Given records:
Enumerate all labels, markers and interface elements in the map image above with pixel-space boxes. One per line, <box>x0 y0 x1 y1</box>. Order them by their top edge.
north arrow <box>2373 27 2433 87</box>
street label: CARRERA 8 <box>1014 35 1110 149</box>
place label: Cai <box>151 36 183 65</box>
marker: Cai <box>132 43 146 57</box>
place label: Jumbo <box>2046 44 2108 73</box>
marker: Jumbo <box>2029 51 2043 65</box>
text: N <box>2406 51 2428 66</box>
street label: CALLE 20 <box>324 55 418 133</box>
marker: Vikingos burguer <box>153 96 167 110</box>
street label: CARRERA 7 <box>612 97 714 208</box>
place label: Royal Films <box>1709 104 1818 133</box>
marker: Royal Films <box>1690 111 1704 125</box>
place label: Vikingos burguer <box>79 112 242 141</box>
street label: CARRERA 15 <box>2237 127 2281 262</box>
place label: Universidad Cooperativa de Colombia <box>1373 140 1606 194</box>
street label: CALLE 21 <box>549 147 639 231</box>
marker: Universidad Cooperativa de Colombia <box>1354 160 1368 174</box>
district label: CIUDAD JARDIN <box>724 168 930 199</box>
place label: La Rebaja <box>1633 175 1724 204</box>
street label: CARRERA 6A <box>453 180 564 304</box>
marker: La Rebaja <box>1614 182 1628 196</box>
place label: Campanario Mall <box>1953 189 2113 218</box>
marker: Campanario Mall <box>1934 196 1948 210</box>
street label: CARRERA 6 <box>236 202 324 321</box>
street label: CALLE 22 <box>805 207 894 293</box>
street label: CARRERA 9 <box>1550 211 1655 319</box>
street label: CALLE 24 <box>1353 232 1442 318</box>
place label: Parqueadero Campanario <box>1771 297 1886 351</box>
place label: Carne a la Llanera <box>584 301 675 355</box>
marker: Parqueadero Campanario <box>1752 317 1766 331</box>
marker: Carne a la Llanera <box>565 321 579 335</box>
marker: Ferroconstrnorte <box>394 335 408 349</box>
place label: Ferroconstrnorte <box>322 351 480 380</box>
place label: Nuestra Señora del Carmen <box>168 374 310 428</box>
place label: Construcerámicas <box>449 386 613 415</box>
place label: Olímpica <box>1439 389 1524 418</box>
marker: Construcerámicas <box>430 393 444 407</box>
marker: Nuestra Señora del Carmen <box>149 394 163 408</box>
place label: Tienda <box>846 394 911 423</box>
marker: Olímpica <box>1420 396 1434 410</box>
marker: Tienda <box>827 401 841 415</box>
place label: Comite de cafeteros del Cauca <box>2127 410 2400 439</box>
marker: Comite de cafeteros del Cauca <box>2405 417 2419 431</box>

Task instructions: When a line of the records holds the word "Rebaja", copy that line.

Final answer:
place label: La Rebaja <box>1633 175 1724 204</box>
marker: La Rebaja <box>1614 182 1628 196</box>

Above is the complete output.